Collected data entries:
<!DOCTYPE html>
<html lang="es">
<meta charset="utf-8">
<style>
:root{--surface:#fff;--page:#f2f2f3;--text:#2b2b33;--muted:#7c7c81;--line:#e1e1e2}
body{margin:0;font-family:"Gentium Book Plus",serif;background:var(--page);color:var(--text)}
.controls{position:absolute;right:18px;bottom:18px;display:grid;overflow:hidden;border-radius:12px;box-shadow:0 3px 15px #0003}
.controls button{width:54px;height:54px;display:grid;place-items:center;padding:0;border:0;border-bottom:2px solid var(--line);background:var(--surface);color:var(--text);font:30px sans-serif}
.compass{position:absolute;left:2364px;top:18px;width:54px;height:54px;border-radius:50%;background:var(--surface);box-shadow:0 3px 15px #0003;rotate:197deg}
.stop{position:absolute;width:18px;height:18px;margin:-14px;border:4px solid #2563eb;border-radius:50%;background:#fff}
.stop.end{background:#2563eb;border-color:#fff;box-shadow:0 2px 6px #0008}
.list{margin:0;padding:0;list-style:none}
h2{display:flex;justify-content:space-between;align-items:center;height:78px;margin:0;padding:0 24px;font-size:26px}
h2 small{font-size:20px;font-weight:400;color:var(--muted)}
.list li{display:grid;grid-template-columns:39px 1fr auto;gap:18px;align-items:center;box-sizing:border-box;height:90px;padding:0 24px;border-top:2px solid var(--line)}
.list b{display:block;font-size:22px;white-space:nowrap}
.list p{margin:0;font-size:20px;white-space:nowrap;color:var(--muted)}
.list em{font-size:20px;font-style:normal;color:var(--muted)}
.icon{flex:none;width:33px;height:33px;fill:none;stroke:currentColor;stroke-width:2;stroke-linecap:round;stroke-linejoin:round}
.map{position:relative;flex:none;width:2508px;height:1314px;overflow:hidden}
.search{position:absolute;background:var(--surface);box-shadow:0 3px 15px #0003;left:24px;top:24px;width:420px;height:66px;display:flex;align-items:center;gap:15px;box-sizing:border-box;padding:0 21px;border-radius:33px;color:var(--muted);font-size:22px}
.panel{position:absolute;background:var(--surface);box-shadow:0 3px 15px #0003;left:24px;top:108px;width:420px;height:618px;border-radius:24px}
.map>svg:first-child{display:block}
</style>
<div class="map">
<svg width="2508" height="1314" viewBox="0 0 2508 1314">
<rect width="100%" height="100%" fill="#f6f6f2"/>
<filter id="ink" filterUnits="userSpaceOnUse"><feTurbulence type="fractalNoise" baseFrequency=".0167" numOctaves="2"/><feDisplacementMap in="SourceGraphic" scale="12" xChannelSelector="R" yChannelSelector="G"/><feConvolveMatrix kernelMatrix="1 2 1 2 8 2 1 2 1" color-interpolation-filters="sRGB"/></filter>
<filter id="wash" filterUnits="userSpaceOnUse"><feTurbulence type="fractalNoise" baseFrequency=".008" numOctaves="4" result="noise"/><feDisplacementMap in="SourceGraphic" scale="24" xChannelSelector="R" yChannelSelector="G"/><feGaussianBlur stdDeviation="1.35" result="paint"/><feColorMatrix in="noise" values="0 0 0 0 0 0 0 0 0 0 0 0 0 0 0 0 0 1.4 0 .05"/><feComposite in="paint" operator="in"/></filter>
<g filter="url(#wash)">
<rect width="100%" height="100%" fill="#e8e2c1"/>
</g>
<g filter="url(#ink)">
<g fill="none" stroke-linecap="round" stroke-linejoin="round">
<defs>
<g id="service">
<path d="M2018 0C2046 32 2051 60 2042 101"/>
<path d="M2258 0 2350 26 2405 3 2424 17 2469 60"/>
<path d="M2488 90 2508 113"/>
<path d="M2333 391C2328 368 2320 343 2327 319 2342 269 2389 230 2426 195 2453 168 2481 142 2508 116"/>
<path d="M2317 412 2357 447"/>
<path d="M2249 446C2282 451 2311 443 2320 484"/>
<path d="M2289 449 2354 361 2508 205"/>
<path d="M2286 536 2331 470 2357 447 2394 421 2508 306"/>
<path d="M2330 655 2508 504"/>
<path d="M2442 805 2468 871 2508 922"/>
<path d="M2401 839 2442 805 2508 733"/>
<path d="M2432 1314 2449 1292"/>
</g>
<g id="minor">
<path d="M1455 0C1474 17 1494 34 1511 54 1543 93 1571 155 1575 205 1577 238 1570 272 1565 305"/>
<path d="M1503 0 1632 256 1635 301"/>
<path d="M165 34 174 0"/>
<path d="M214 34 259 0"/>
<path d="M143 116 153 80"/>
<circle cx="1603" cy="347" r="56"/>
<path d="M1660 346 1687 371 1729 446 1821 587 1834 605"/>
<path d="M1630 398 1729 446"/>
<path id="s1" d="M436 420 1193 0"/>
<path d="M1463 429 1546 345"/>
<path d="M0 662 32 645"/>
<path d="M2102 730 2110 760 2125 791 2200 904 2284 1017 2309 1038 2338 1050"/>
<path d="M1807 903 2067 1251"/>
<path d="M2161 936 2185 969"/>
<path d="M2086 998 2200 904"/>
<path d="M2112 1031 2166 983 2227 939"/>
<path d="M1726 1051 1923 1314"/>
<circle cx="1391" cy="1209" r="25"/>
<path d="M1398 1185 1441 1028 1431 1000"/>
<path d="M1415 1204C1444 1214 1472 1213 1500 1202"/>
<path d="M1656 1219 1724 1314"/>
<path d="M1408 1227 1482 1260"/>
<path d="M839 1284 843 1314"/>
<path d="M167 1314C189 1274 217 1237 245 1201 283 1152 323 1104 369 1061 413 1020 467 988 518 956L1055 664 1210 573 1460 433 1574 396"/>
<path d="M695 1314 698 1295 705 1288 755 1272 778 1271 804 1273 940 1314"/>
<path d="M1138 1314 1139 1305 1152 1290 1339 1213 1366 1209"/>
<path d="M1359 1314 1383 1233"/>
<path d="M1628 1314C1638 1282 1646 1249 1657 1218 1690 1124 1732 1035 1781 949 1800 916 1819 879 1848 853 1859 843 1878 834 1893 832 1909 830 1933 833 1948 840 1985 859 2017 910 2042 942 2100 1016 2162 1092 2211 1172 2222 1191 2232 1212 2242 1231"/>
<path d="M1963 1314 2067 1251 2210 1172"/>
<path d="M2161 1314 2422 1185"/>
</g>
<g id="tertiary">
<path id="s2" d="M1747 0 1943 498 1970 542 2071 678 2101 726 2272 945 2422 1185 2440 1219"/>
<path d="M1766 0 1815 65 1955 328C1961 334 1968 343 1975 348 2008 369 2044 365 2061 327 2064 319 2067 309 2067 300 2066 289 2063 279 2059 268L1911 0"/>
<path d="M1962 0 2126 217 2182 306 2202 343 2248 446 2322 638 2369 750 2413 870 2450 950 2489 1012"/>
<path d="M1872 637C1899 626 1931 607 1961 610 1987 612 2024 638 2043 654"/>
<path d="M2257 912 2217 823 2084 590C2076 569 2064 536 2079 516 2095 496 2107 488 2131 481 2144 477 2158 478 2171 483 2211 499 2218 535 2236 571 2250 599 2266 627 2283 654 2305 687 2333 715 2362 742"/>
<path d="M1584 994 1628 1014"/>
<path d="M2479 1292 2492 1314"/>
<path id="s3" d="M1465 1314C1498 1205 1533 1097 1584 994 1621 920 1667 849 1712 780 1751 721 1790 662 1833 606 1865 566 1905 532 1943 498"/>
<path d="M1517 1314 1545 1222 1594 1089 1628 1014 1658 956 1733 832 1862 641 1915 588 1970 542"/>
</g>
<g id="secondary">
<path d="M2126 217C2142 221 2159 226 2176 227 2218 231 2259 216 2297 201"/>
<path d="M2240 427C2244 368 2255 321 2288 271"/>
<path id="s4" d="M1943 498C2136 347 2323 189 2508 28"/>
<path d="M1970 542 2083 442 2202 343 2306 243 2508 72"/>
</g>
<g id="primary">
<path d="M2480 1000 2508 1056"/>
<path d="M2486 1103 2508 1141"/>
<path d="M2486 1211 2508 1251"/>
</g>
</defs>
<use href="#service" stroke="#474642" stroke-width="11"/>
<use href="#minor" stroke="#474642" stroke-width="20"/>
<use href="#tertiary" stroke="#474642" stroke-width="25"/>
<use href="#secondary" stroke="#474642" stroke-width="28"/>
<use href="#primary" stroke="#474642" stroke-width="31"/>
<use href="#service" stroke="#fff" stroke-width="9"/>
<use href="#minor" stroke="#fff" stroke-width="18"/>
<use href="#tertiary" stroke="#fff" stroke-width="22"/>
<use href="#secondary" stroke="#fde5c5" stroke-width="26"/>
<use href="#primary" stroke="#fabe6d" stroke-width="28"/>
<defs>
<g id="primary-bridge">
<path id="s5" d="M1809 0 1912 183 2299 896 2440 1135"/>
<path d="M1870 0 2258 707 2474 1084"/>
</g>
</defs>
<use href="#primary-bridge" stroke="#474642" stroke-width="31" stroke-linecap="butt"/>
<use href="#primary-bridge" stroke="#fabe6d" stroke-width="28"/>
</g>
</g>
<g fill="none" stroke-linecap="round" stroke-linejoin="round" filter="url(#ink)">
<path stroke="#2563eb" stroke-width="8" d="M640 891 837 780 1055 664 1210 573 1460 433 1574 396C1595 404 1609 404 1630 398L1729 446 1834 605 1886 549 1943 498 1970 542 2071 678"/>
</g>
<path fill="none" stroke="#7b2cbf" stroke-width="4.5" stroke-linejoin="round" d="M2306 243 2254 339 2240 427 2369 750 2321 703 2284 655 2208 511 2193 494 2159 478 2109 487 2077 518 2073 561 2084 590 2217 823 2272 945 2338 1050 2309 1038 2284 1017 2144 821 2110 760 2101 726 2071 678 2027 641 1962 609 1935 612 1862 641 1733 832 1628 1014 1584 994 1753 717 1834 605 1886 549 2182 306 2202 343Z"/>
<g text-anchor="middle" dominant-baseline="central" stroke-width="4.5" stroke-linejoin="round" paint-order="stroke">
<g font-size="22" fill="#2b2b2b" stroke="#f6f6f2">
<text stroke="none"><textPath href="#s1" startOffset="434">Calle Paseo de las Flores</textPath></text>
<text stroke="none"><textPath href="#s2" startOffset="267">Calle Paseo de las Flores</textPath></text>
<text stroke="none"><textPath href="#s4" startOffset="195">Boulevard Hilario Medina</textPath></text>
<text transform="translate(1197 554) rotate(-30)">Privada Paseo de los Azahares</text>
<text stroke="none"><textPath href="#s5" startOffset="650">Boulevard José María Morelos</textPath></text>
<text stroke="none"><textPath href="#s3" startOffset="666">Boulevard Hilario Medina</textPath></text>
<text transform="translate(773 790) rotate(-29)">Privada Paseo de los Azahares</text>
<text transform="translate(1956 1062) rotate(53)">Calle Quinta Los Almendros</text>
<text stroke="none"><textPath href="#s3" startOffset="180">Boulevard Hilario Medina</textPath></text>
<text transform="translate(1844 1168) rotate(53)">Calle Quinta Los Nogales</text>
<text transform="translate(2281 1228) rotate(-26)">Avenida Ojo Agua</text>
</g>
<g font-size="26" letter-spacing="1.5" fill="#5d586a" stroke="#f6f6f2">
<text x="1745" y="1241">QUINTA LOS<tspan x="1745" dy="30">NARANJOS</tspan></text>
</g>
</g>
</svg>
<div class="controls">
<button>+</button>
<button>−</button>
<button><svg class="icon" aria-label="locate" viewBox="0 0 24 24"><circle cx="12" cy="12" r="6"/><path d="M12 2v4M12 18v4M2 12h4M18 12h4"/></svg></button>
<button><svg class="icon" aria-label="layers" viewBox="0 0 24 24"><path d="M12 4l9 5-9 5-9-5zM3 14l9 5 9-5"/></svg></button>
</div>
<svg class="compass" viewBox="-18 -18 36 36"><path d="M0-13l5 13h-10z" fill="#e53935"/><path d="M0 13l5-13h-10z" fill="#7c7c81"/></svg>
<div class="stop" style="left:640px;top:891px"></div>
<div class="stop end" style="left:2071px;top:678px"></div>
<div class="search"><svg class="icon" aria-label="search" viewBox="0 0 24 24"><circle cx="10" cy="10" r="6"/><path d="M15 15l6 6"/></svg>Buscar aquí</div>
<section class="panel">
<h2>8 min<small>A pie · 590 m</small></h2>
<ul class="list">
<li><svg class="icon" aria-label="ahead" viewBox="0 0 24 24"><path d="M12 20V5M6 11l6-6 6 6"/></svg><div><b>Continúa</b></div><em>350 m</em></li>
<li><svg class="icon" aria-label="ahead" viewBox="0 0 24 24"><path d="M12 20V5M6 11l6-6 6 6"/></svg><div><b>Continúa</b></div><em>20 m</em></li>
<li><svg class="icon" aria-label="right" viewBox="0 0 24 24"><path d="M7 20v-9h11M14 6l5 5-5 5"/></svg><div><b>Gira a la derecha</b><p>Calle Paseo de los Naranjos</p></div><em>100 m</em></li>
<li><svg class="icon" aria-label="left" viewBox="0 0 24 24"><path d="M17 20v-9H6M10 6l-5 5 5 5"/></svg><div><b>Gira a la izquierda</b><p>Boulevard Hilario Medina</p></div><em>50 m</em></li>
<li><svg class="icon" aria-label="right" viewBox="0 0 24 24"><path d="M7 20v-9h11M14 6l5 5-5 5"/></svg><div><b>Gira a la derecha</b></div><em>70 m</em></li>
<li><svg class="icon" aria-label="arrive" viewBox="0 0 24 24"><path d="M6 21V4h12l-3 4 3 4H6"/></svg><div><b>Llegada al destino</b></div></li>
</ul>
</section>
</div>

**TRY IT**
Output, from the data above, the lines from the line with "637C1899 626 1931" to the line with "1314C1498 1205 1533" exactly as they stand, both ends included and nothing else.

**WRITTEN REPLY**
<path d="M1872 637C1899 626 1931 607 1961 610 1987 612 2024 638 2043 654"/>
<path d="M2257 912 2217 823 2084 590C2076 569 2064 536 2079 516 2095 496 2107 488 2131 481 2144 477 2158 478 2171 483 2211 499 2218 535 2236 571 2250 599 2266 627 2283 654 2305 687 2333 715 2362 742"/>
<path d="M1584 994 1628 1014"/>
<path d="M2479 1292 2492 1314"/>
<path id="s3" d="M1465 1314C1498 1205 1533 1097 1584 994 1621 920 1667 849 1712 780 1751 721 1790 662 1833 606 1865 566 1905 532 1943 498"/>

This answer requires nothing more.